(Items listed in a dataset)
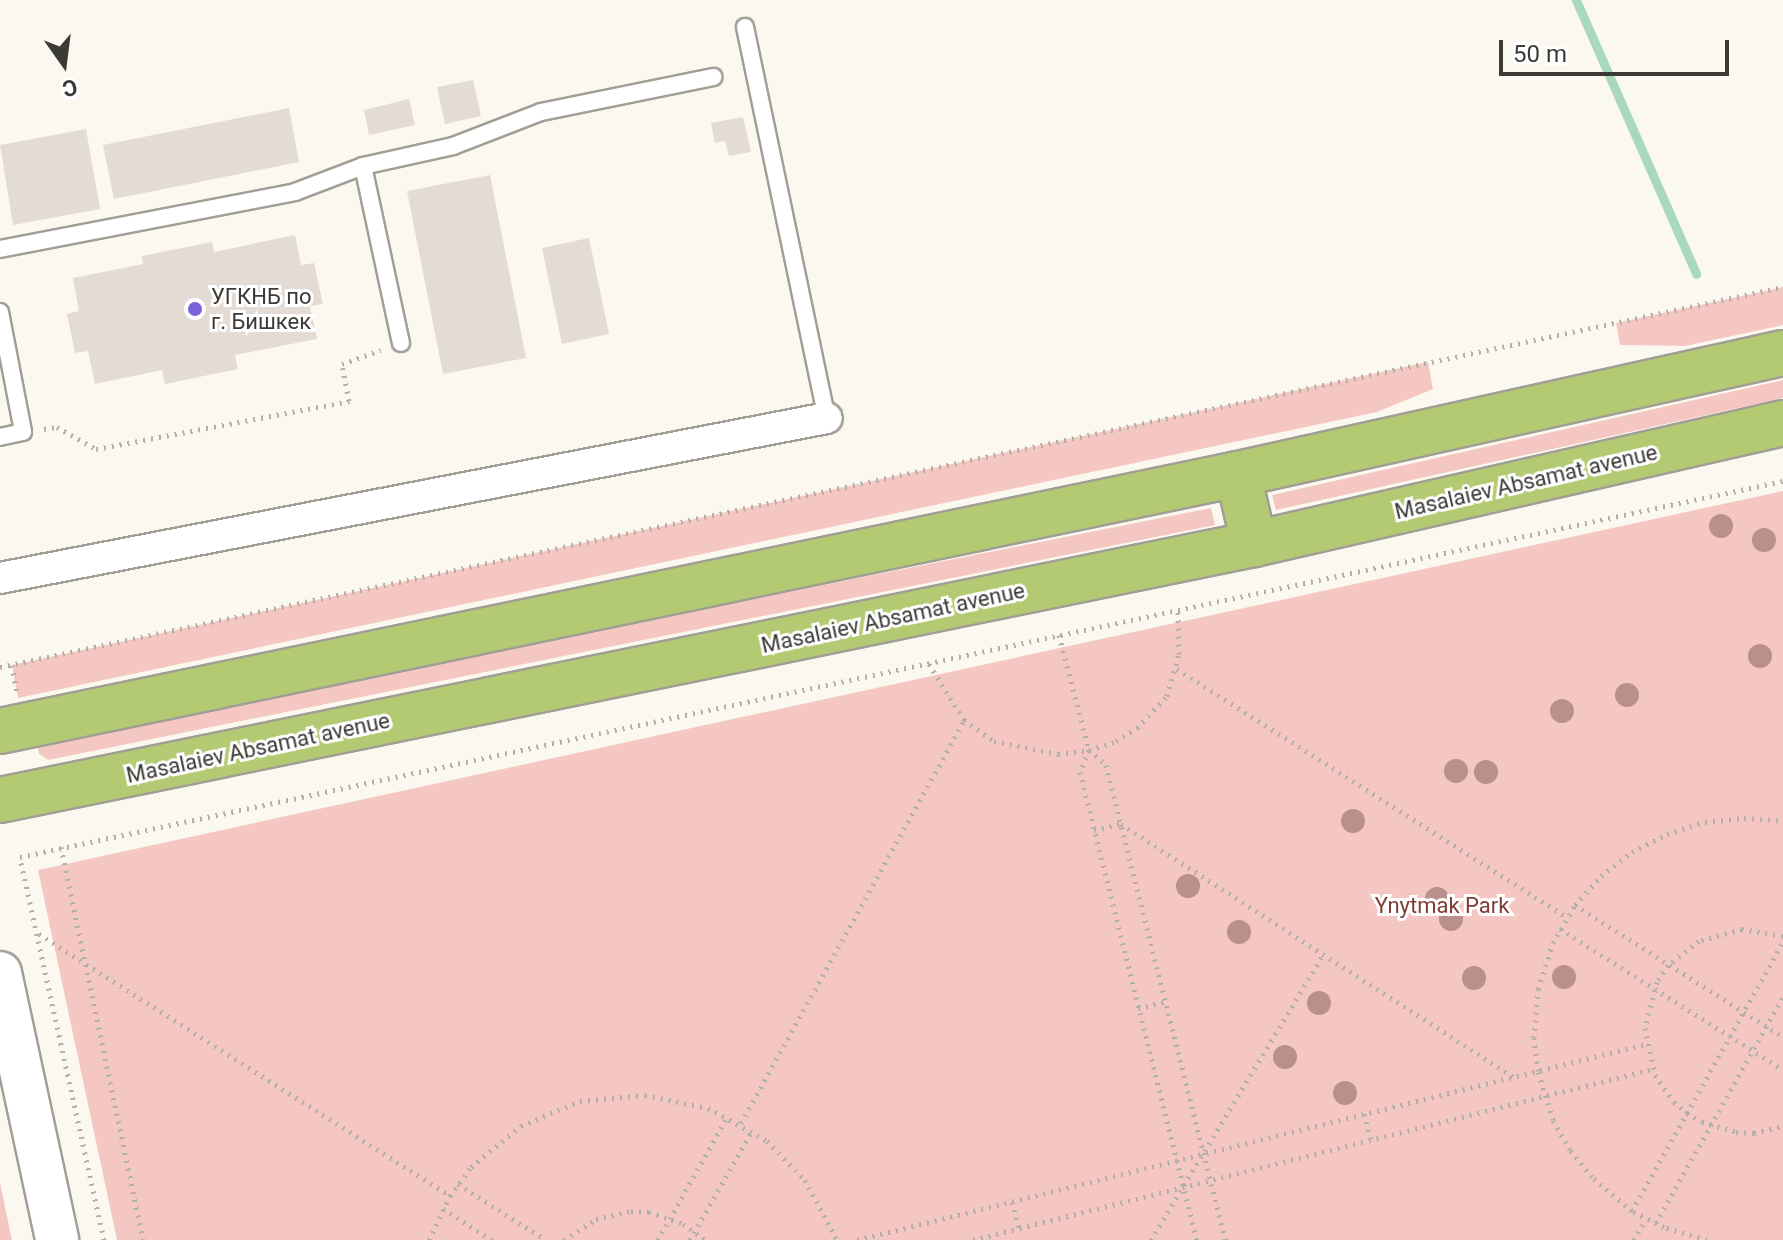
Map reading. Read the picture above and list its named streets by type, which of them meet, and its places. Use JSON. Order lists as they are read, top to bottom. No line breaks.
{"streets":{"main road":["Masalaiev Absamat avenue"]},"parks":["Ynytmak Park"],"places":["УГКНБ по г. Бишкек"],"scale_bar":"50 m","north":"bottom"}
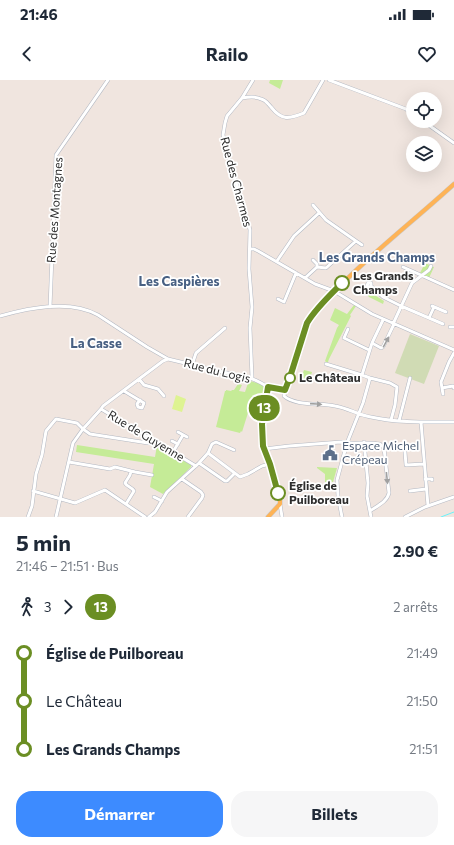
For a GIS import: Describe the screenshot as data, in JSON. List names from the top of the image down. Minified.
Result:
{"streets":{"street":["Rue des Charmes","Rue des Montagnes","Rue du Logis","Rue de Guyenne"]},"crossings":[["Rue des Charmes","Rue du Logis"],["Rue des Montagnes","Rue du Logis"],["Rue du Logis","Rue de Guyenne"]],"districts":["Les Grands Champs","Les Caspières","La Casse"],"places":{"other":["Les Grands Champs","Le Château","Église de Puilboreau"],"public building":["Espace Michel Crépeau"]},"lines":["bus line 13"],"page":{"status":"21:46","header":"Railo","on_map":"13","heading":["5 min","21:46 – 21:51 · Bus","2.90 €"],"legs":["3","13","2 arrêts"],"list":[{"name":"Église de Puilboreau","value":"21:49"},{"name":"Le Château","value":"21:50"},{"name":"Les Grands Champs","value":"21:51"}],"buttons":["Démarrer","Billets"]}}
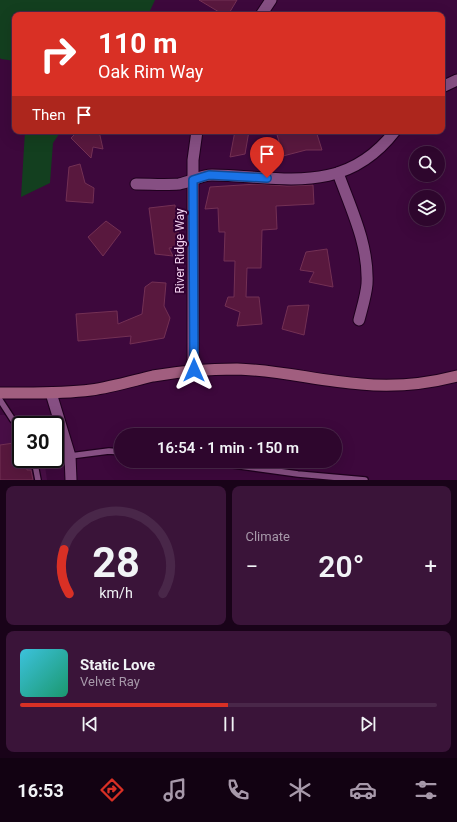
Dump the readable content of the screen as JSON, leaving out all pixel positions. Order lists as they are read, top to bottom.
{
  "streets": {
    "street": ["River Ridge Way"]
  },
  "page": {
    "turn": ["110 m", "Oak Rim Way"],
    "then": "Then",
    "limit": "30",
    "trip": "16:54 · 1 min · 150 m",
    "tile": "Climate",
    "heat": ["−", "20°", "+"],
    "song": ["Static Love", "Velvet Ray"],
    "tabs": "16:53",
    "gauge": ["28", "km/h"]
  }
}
==
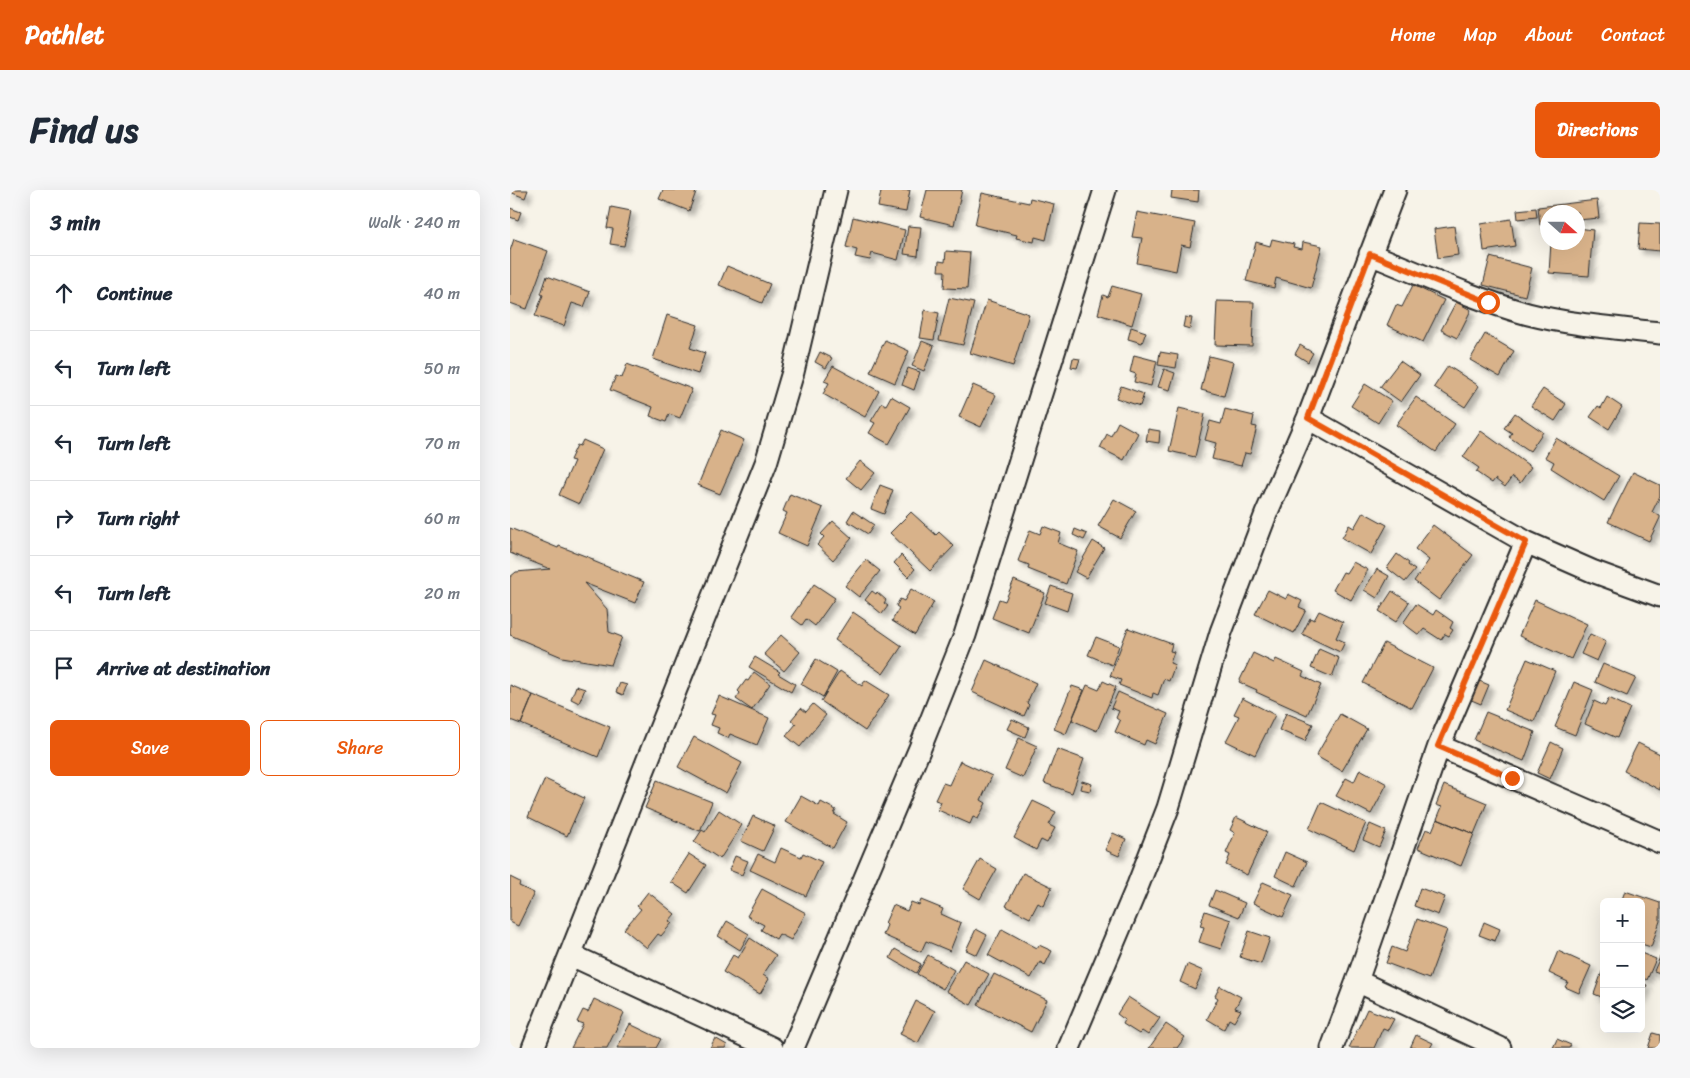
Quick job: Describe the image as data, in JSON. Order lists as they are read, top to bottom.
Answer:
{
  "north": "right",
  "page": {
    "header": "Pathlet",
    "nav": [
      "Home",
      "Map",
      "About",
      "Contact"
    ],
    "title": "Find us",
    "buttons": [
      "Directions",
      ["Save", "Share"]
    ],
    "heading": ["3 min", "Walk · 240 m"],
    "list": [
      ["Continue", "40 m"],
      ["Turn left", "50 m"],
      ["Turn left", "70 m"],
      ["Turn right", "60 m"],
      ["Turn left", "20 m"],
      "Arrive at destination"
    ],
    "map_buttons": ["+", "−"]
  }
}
* * *
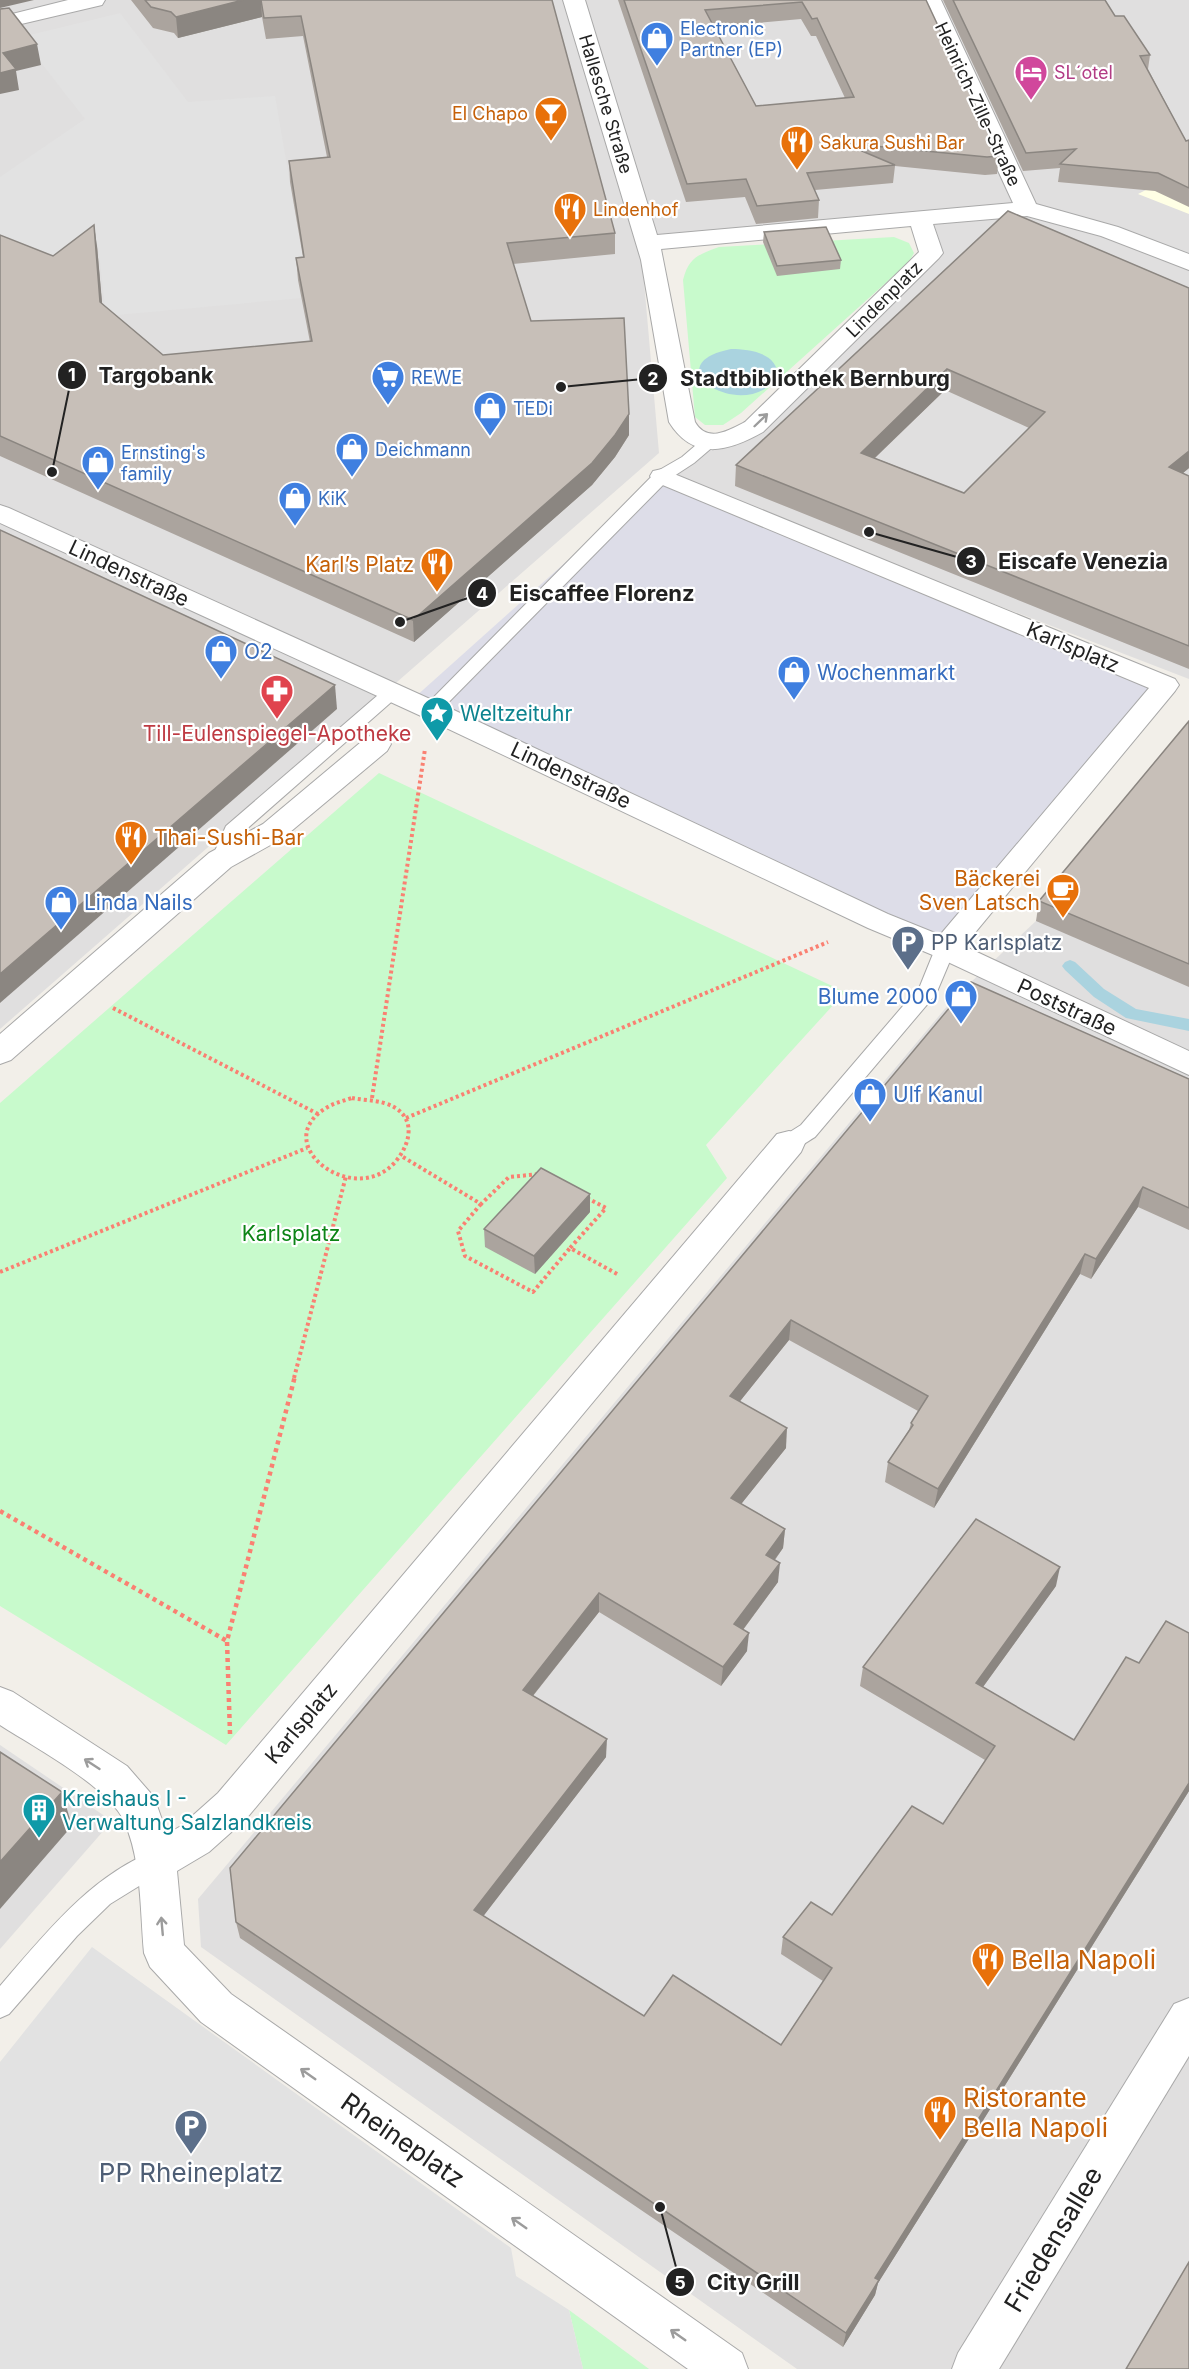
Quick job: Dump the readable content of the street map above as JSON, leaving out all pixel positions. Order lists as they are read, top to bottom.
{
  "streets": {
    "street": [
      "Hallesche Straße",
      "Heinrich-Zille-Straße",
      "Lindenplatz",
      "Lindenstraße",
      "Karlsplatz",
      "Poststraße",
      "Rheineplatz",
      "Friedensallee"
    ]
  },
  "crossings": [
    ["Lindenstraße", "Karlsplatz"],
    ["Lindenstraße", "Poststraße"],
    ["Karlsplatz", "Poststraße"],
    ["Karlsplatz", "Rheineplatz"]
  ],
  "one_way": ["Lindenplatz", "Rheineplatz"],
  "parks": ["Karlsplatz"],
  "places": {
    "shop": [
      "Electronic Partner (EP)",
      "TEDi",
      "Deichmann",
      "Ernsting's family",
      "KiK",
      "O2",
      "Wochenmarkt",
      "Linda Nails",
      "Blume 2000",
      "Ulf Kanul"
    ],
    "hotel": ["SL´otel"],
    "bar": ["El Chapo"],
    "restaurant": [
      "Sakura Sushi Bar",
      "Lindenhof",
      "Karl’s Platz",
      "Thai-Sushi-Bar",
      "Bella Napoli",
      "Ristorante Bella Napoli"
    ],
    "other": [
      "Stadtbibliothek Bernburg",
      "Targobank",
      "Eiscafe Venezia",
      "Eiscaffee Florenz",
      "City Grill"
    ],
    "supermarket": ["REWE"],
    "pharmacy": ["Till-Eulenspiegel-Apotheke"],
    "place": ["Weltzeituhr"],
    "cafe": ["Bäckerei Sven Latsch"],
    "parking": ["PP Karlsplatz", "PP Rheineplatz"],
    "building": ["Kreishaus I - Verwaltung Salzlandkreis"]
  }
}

• WHAT NEEDS TO BE DONE: Each line of the entries that contains "image" counts once; state the total as a bare number.

• ANSWER AREA: 2